**Material supplied:**
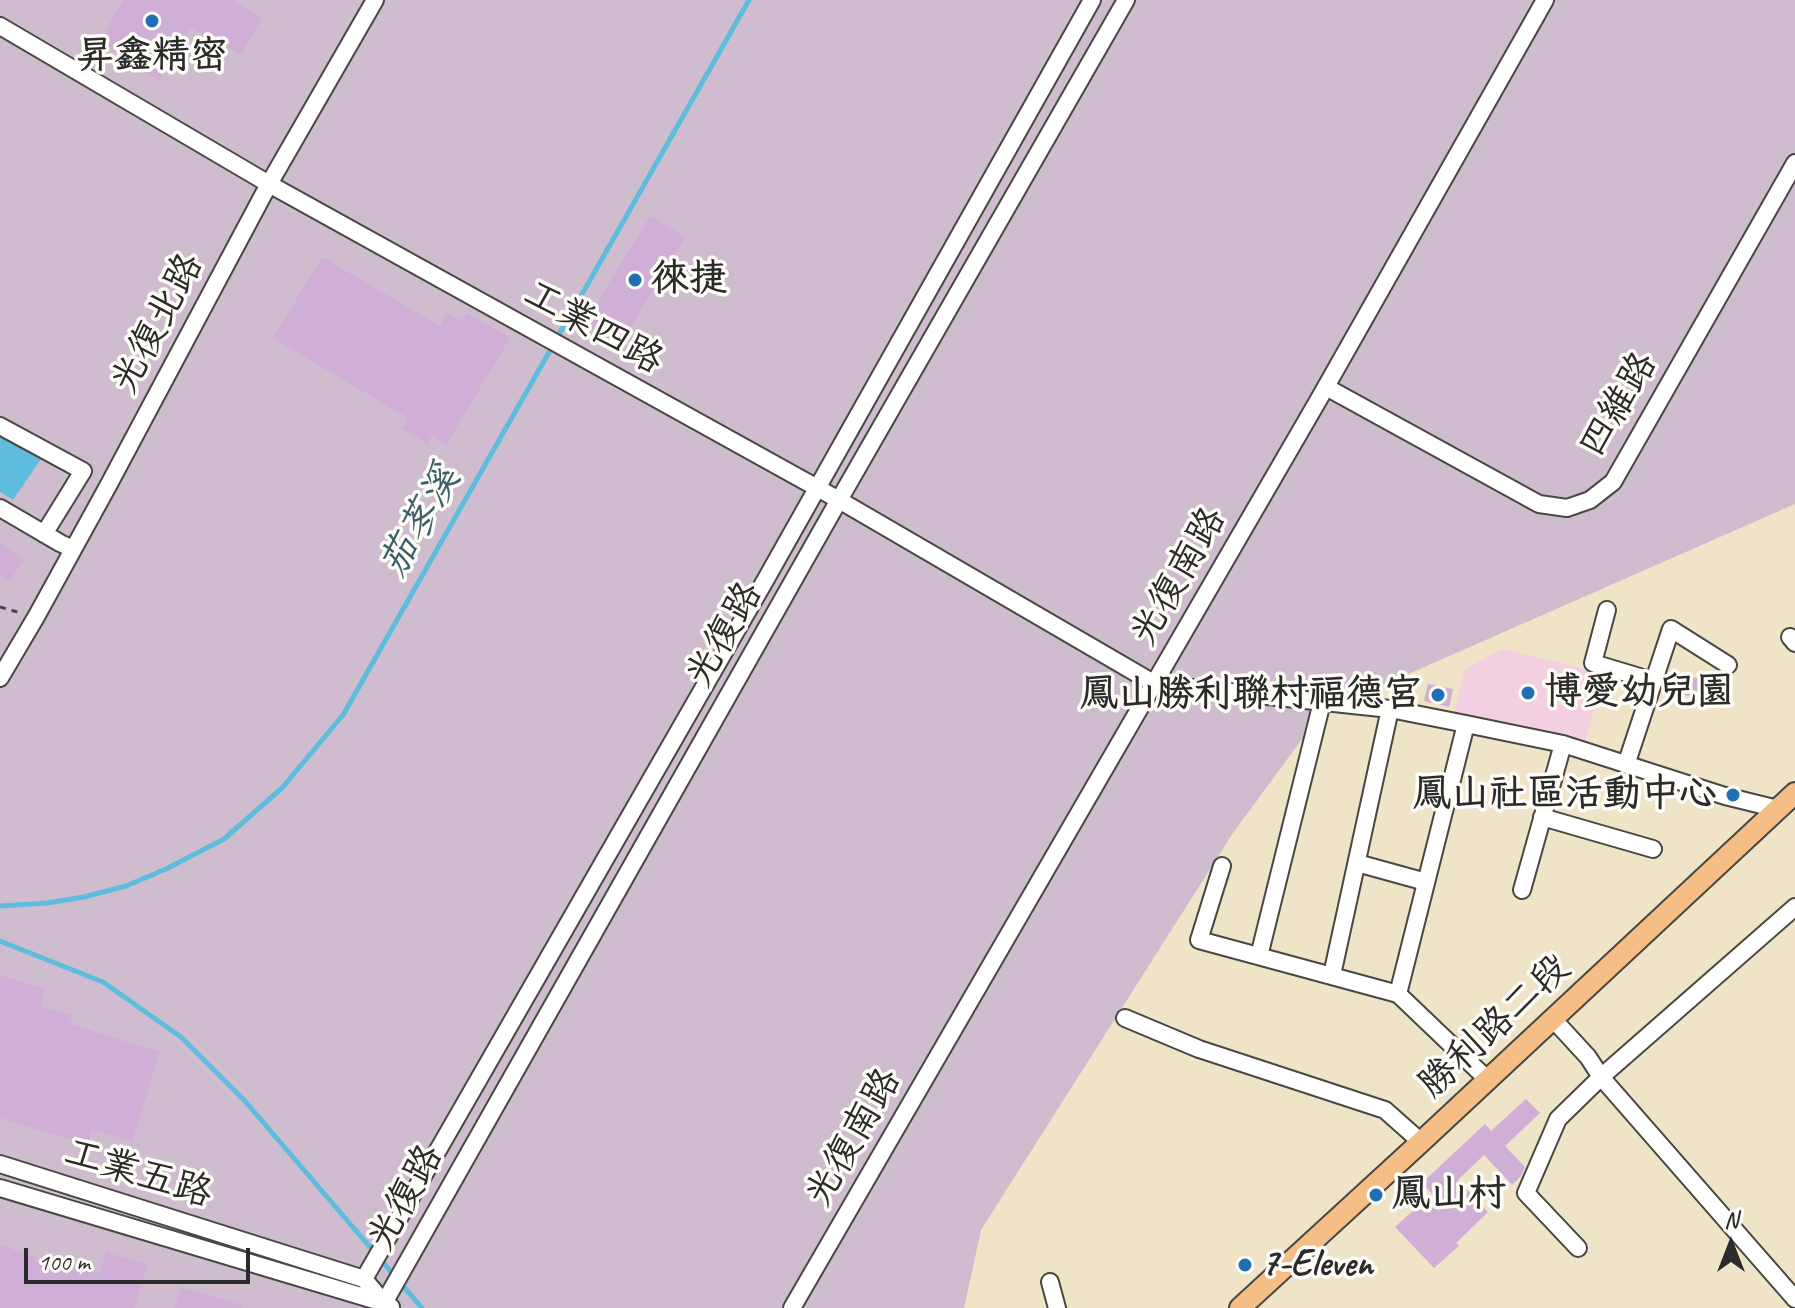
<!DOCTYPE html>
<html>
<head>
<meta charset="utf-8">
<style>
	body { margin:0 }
	#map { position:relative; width:1795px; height:1308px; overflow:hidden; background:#efe4c7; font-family:Caveat,sans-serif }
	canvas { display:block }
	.north { position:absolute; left:1691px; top:1204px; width:80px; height:80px; -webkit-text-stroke:6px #fdfcf7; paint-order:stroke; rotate:0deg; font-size:22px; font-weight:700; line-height:32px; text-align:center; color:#2b2b2b }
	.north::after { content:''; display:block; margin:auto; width:28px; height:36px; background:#2b2b2b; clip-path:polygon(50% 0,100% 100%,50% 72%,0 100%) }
	.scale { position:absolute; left:24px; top:1248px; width:226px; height:36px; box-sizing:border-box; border:4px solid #2b2b2b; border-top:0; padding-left:10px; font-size:24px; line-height:28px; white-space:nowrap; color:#2b2b2b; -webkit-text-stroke:6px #fdfcf7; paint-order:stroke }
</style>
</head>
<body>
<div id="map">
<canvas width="1795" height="1308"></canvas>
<div class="north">N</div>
<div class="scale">100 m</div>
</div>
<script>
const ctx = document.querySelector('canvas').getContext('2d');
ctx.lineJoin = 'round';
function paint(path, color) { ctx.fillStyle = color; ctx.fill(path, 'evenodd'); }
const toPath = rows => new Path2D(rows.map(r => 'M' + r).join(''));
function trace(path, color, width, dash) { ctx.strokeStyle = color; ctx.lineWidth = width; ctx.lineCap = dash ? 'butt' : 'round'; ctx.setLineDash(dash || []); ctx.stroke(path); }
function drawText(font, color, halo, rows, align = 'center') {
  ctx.font = font + ' Caveat,"LXGW WenKai TC",sans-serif'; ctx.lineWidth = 7; ctx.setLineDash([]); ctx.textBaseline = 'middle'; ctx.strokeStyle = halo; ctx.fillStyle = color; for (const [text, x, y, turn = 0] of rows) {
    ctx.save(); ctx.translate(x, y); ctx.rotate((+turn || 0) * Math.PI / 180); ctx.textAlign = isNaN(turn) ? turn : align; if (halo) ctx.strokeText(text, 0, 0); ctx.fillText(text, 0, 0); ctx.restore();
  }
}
paint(toPath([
	[1502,649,1603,673,1585,745,1454,714,1465,669]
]), '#f2cfe1');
paint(toPath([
	[0,0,1795,0,1795,504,1322,712,1233,833,981,1230,964,1308,0,1308]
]), '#cfbdcf');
paint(toPath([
	[2,436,41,459,13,500,0,492,0,438]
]), '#5ebddc');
trace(toPath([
	[0,906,47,903,84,897,126,886,166,869,224,839,282,788,343,715,749,0],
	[0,941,103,982,181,1037,245,1101,422,1308]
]), '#5ebddc', 5);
paint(toPath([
	[123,0,232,0,262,18,241,55,190,28,159,81,99,42],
	[650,216,685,237,620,345,584,324],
	[322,257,440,326,446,312,461,321,467,313,510,338,446,445,432,435,428,444,402,429,408,418,273,338],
	[0,543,24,560,9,582,0,576],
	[1672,671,1701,679,1695,698,1667,690],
	[1428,684,1453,689,1449,707,1424,701],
	[0,975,45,989,40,1006,73,1016,70,1024,160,1052,132,1142,92,1129,88,1145,0,1118],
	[1526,1099,1540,1113,1505,1146,1525,1167,1521,1176,1512,1185,1484,1155,1458,1180,1488,1212,1456,1243,1459,1246,1434,1268,1395,1227,1432,1194,1422,1183,1485,1124,1491,1131],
	[0,1245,37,1257,35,1262,58,1269,60,1262,99,1274,106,1252,148,1265,134,1308,0,1308],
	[181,1287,242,1305,242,1308,175,1308]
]), '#cfafd6');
const minor = toPath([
	[0,26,269,184,839,500,1155,684,1390,709,1466,724,1563,744,1725,796,1778,809],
	[1326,387,1539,504,1567,508,1590,500,1613,482,1795,163],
	[0,426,83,471,44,534],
	[0,508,60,543,73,549],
	[1607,610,1593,663,1653,681],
	[1790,637,1795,643],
	[0,678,36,617,108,486,269,184,375,0],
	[1626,765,1671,629,1728,665],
	[1542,817,1653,849],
	[1357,863,1426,882],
	[1222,866,1199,940,1398,994,1488,1080],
	[1522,890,1563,744],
	[1259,956,1322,702],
	[1332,975,1390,709],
	[1398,994,1466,724],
	[1125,1018,1199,1049,1385,1110,1421,1142],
	[1553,1019,1588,1057,1601,1077,1795,1299],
	[0,1164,364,1279,384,1303,391,1307],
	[0,1188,384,1303],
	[1578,1248,1526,1193,1558,1119,1601,1077,1795,907],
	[364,1279,766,579,1092,0],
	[1050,1282,1057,1308],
	[384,1303,831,514,1126,0],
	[792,1308,1319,399,1545,0]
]);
const major = toPath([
	[1240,1308,1421,1142,1795,793]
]);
trace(minor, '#484742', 20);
trace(major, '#484742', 24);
trace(toPath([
	[0,607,21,613]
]), '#484742', 3, [6, 6]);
trace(minor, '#fff', 16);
trace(major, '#f6be87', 20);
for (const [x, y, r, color] of [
	[152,21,8,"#1f6fb2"],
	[635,280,8,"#1f6fb2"],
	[1528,693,8,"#1f6fb2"],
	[1438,695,8,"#1f6fb2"],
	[1733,795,8,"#1f6fb2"],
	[1376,1195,8,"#1f6fb2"],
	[1245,1265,8,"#1f6fb2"]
]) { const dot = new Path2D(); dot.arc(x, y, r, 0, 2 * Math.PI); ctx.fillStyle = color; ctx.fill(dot); trace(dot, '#fdfcf7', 3); }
drawText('bold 38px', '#2b2b2b', '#fdfcf7', [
	["昇鑫精密",152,57,"center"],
	["徠捷",651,280],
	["博愛幼兒園",1544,693],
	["鳳山勝利聯村福德宮",1422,695,"right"],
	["鳳山社區活動中心",1717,795,"right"],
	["鳳山村",1392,1195],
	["7-Eleven",1261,1265]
], 'left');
drawText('38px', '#2b2b2b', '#fdfcf7', [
	["光復北路",158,324,-62],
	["工業四路",593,328,29],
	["四維路",1619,405,-59],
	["光復南路",1179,577,-60],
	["光復路",725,635,-60],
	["勝利路二段",1495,1027,-43],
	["光復南路",854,1138,-60],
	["工業五路",138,1174,17],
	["光復路",406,1198,-61]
]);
drawText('italic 40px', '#3d5e69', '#fdfcf7', [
	["茄苳溪",421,522,-60]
]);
</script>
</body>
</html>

**Exercise description:**
Write out, exactly, the lines of the material from the very first through the line containing "position:absolute; left:1691px; top:1204px;", and leave out every picture.

**Task solution:**
<!DOCTYPE html>
<html>
<head>
<meta charset="utf-8">
<style>
	body { margin:0 }
	#map { position:relative; width:1795px; height:1308px; overflow:hidden; background:#efe4c7; font-family:Caveat,sans-serif }
	canvas { display:block }
	.north { position:absolute; left:1691px; top:1204px; width:80px; height:80px; -webkit-text-stroke:6px #fdfcf7; paint-order:stroke; rotate:0deg; font-size:22px; font-weight:700; line-height:32px; text-align:center; color:#2b2b2b }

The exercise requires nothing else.